> **About this task**
Transcribe the records below in their entirety, and leave out each image.

> **Materials provided**
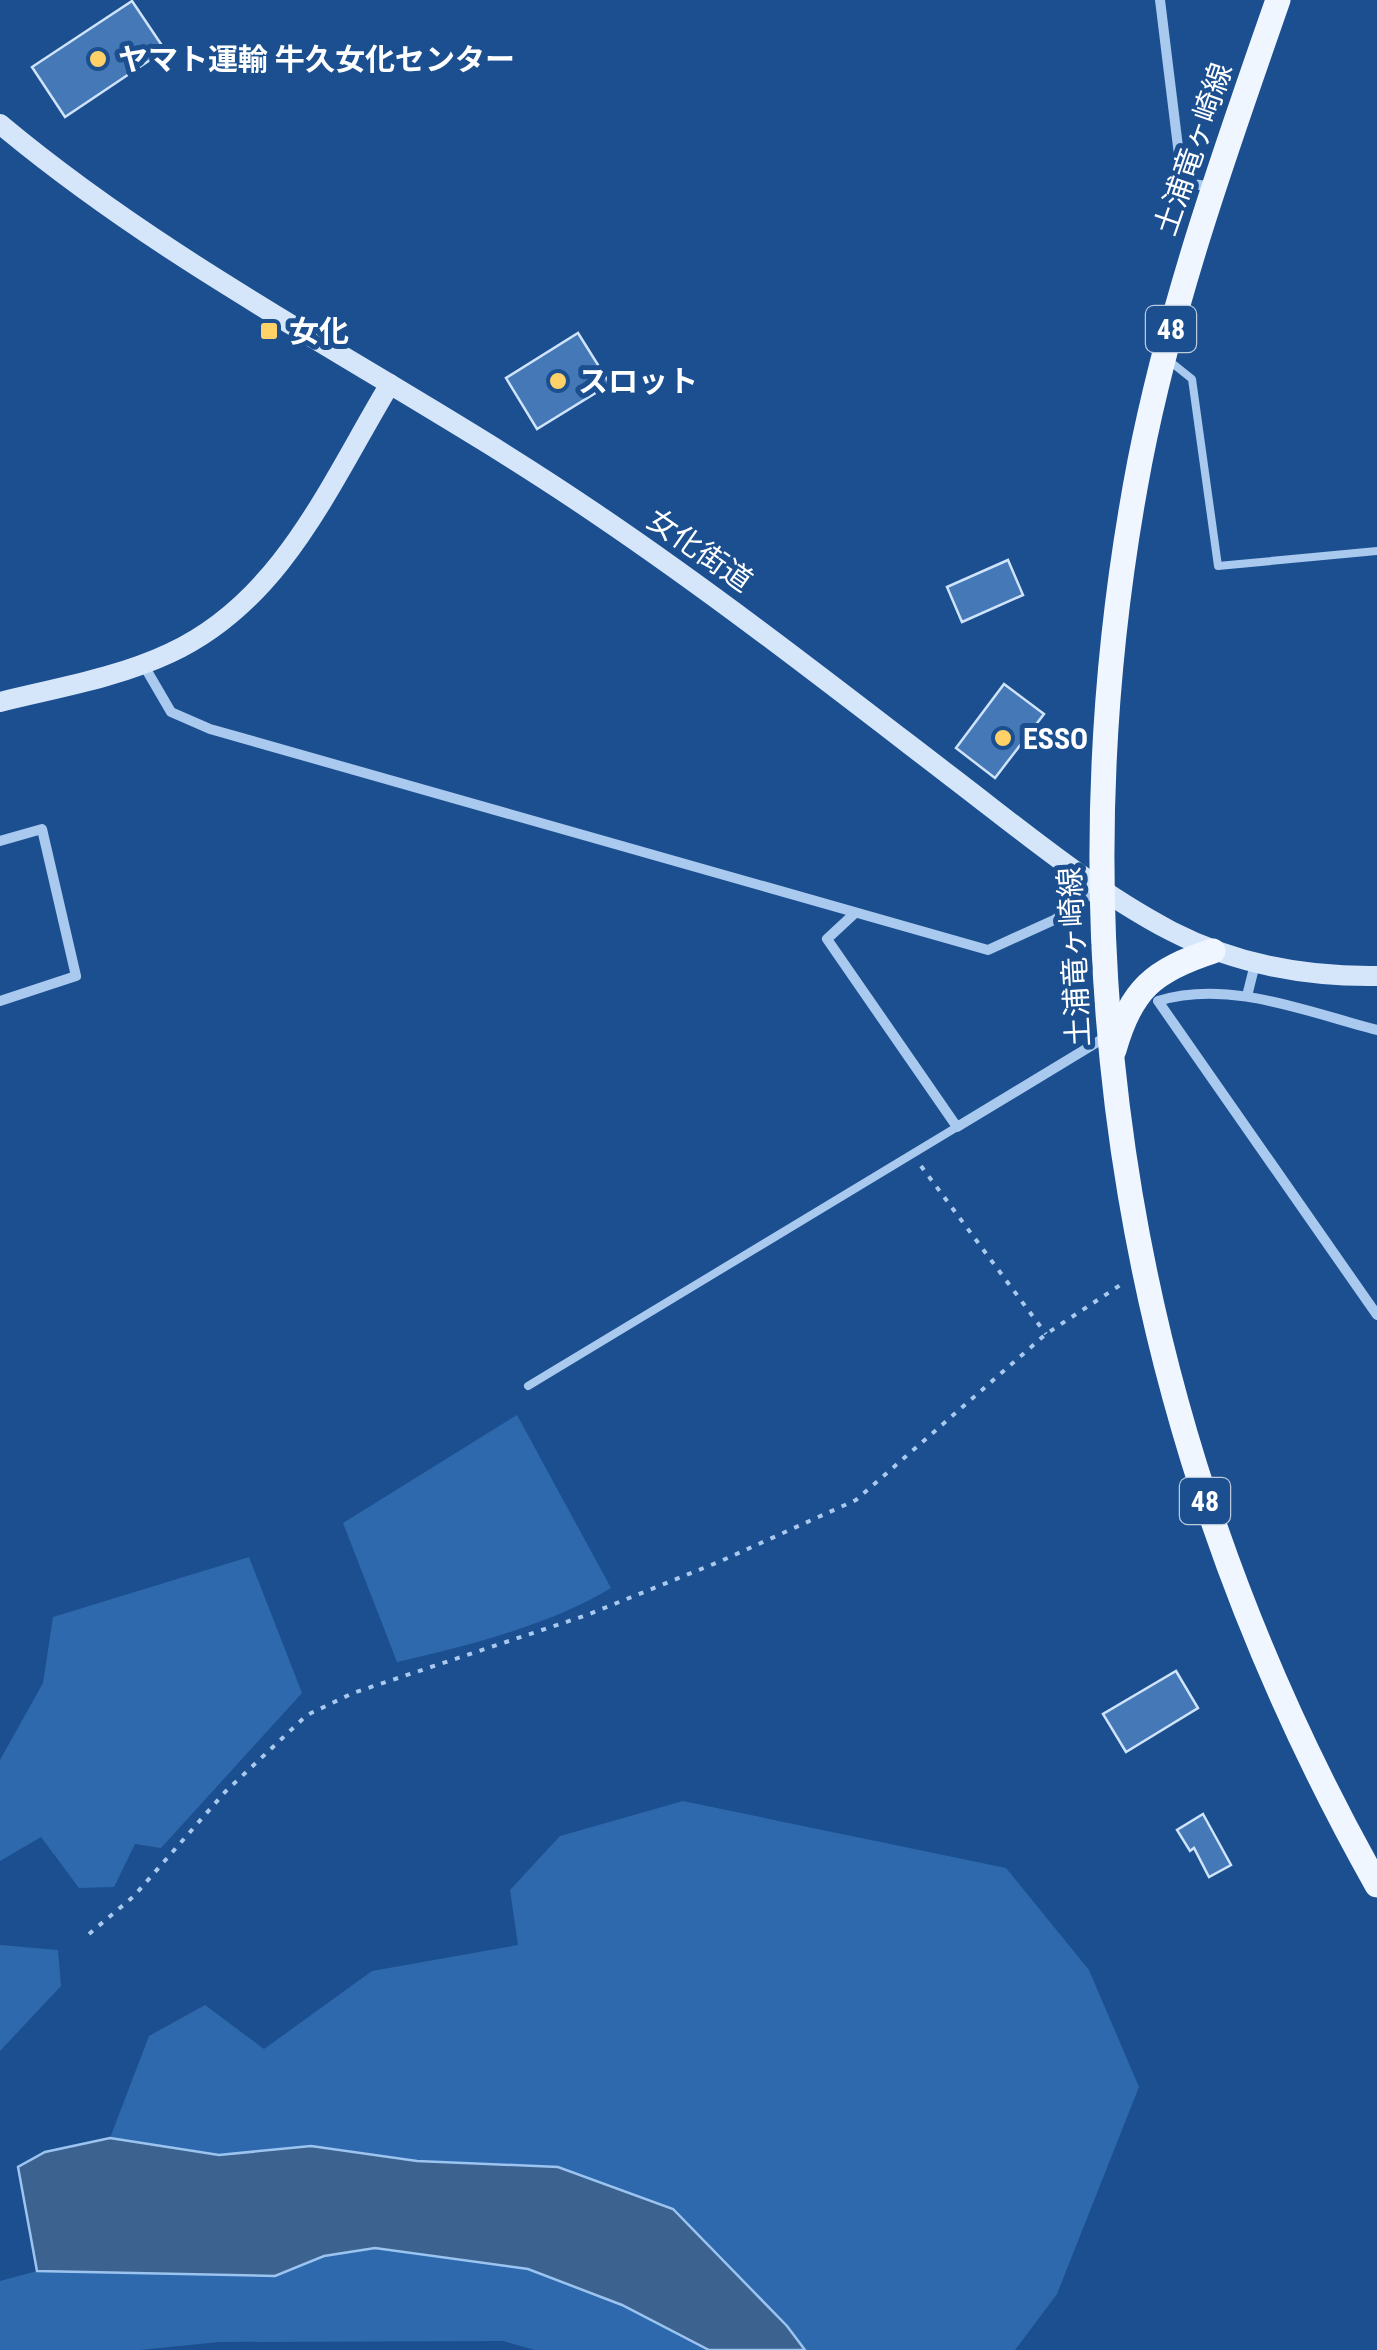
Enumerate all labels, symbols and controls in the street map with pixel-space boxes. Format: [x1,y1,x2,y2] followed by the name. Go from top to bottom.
[118,42,515,77] place label: ヤマト運輸 牛久女化センター
[87,48,109,70] marker: ヤマト運輸 牛久女化センター
[1147,58,1239,240] street label: 土浦竜ヶ崎線
[1146,306,1196,352] road number: 48
[289,314,349,349] place label: 女化
[258,320,280,342] marker: 女化
[578,364,698,399] place label: スロット
[547,370,569,392] marker: スロット
[641,501,759,599] street label: 女化街道
[1023,721,1088,756] place label: ESSO
[992,727,1014,749] marker: ESSO
[1052,866,1096,1048] street label: 土浦竜ヶ崎線
[1180,1478,1230,1524] road number: 48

> **Solution for this problem**
Enumerate all labels, symbols and controls in the street map with pixel-space boxes. Format: [x1,y1,x2,y2] followed by the name. Go from top to bottom.
[118,42,515,77] place label: ヤマト運輸 牛久女化センター
[87,48,109,70] marker: ヤマト運輸 牛久女化センター
[1147,58,1239,240] street label: 土浦竜ヶ崎線
[1146,306,1196,352] road number: 48
[289,314,349,349] place label: 女化
[258,320,280,342] marker: 女化
[578,364,698,399] place label: スロット
[547,370,569,392] marker: スロット
[641,501,759,599] street label: 女化街道
[1023,721,1088,756] place label: ESSO
[992,727,1014,749] marker: ESSO
[1052,866,1096,1048] street label: 土浦竜ヶ崎線
[1180,1478,1230,1524] road number: 48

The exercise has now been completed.